El silencio que siguió fue denso, como si el aire mismo se hubiera detenido.

Su colega abrió la boca para decir algo, pero al cruzarse nuevamente con los ojos de Hoshiyomi, pensó mejor en quedarse callado.

Había algo en ese hombre, en su bondad y en su firmeza, que podía hacer que cualquiera reconsiderara sus actos.

Finalmente, con un gesto nervioso, el hombre se levantó de su silla, balbuceando algo incomprensible antes de salir de la oficina.

Hoshiyomi, por su parte, dejó escapar un suspiro contenido y llevó una mano a sus sienes.

No buscaba conflictos, pero había líneas que no estaba dispuesto a dejar que nadie cruzara.

Kattobingu... —Murmuró para sí mismo, volviendo a su trabajo, como si aquello pudiera recordarle por qué valía la pena sostener sus ideales, incluso en un mundo que parecía decidido a pisotearlos.

La alarma del hospital volvió a resonar, está vez con más fuerza que antes. Y aunque Hoshiyomi se perdió por un momento, volvió a encontrarse.

El pánico aún se respiraba entre los pasillos del hospital, como un eco que se negaba a disiparse.

Hoshiyomi lo percibió en las voces tensas de sus colegas, en los pasos apresurados que resonaban sobre el linóleo. Sin embargo, al llegar al penúltimo piso, donde estaba la estación de enfermeras, la escena que lo recibió fue desconcertante.

Un pequeño grupo se había formado alrededor de una mujer que lloraba desconsoladamente, sus sollozos eran desgarradores, pero nadie parecía estar realmente afectado por ellos.

—¡Es mi culpa! —Gimió la mujer, ocultando el rostro entre las manos, sus hombros sacudidos por el peso de sus lágrimas.

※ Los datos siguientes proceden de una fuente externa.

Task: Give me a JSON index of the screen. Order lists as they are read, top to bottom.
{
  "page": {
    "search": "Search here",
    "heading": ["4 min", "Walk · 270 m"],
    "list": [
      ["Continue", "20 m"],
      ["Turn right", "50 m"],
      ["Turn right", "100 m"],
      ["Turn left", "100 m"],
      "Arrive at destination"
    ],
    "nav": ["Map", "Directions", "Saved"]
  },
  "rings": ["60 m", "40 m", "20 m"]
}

—No es tu culpa —Dijo otra enfermera con una voz cargada de falsa empatía, mientras colocaba una mano en su hombro de manera mecánica—. No podías saber que iba a reaccionar así. —

La mujer negó con un movimiento abrupto, como si quisiera apartar tanto la mano como las palabras que intentaban consolarla.

—¡Le dije que desapareciera si no quería estar aquí! —Gritó, con una desesperación que heló el aire—. ¡Yo no creí que me tomaría en serio! —

Hoshiyomi se detuvo en seco, sus ojos heterocromos brillando con incredulidad.

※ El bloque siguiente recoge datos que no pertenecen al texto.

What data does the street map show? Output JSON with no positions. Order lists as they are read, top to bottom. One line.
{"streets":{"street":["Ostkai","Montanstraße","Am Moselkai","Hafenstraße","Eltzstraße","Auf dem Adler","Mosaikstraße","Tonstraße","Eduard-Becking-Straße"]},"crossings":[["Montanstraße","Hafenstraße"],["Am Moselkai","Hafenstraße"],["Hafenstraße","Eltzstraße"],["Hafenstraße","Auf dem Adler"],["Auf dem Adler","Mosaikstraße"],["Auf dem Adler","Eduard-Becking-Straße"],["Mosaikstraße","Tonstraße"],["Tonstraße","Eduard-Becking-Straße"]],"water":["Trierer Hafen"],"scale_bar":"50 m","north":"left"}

Las palabras de la mujer cayeron sobre él como un trueno, atravesando su paciencia como una daga. Pero antes de que pudiera intervenir, otra enfermera rompió el silencio con un comentario cargado de veneno.

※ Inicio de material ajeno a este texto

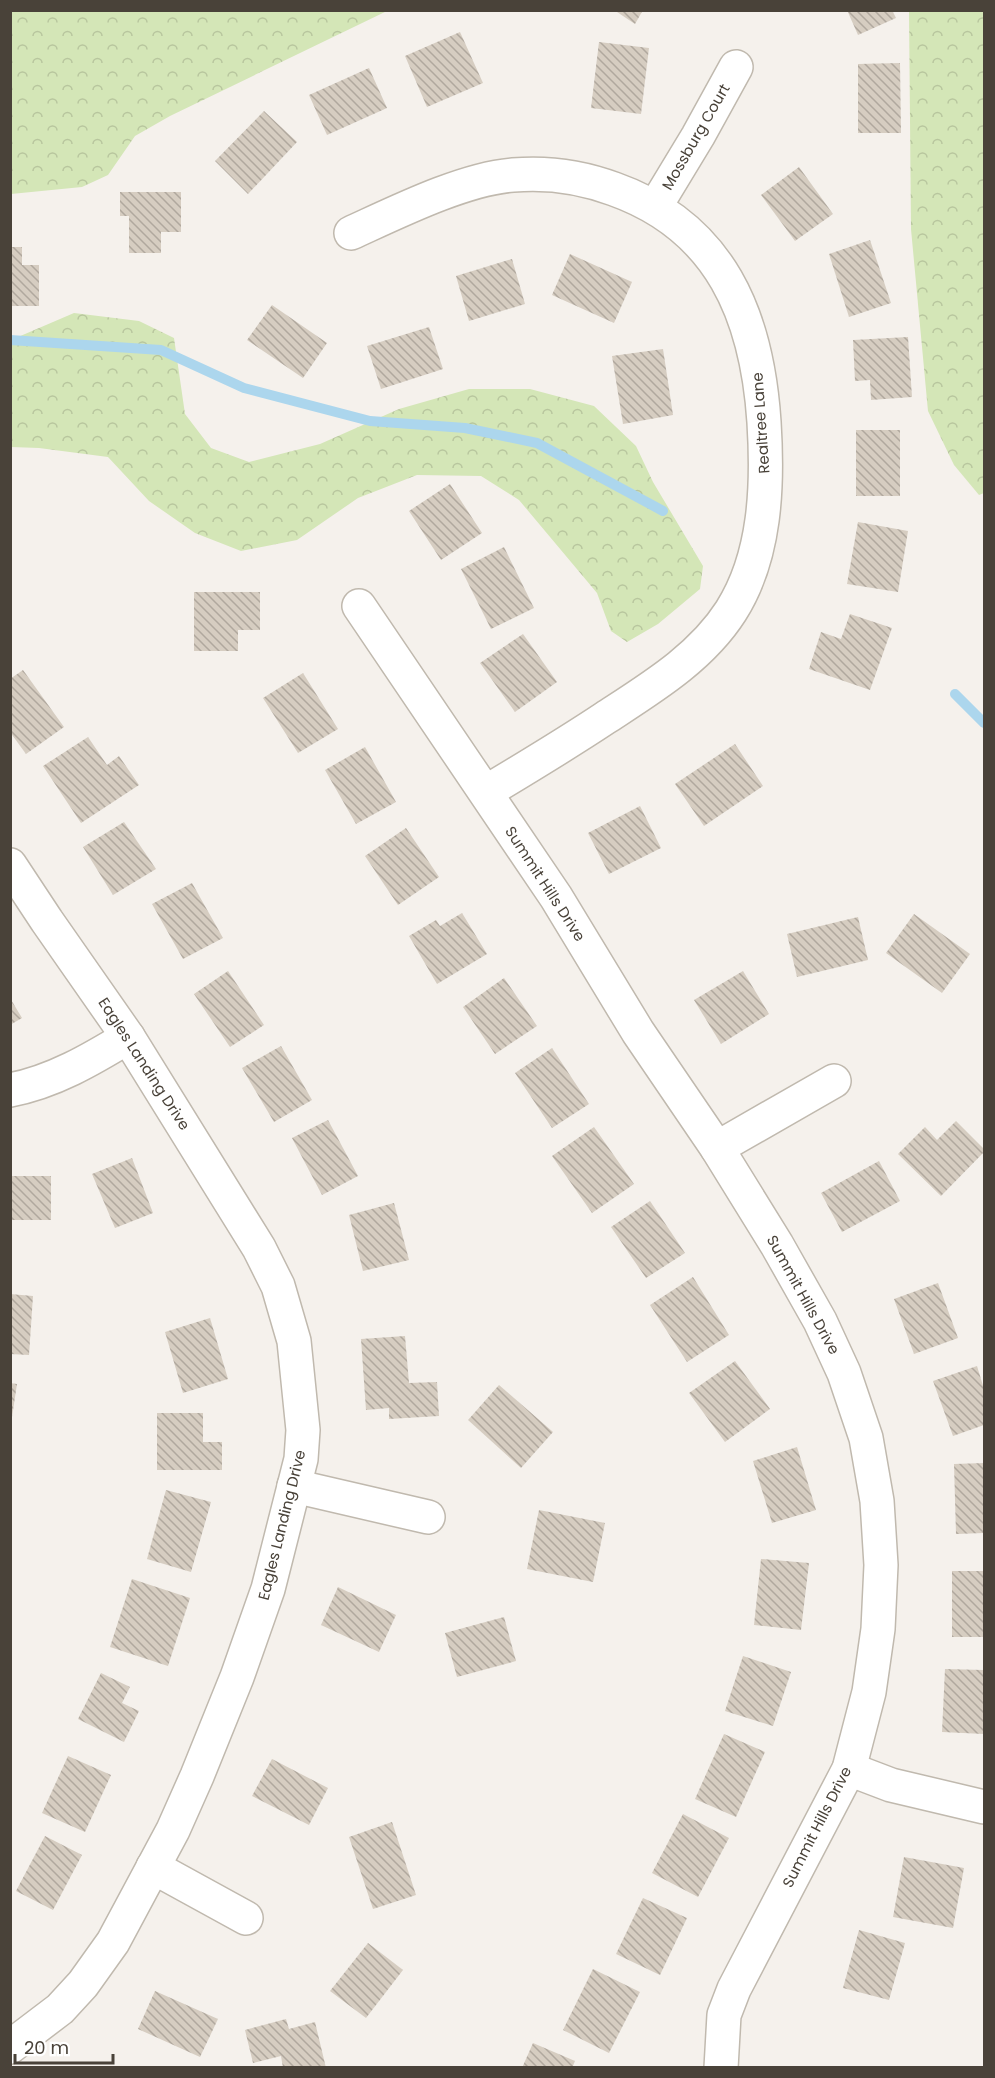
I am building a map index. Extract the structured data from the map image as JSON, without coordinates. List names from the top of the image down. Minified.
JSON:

—¿Y qué? —Espetó, cruzándose de brazos con una expresión desdeñosa—. Si ese niño hizo algo estúpido, es su culpa, no tuya. ¿Quién lo mandó a ser tan débil? —

Un murmullo de aprobación recorrió al grupo, como si esas palabras hubieran dado permiso para dejar caer todas las máscaras de decencia.

—Además —Añadió otra, inclinándose hacia adelante como si compartiera un oscuro secreto—, Dicen que su padre es un pervertido y un fraude. ¿Qué esperaban de alguien criado por un hombre así? Seguro que el niño salió igual o peor. Apuesto incluso, que ha de estar haciendo algo asqueroso en este momento. —

Las demás rieron nerviosas, una risa incómoda y cruel, que chocó contra los ideales de Hoshiyomi como una ola helada.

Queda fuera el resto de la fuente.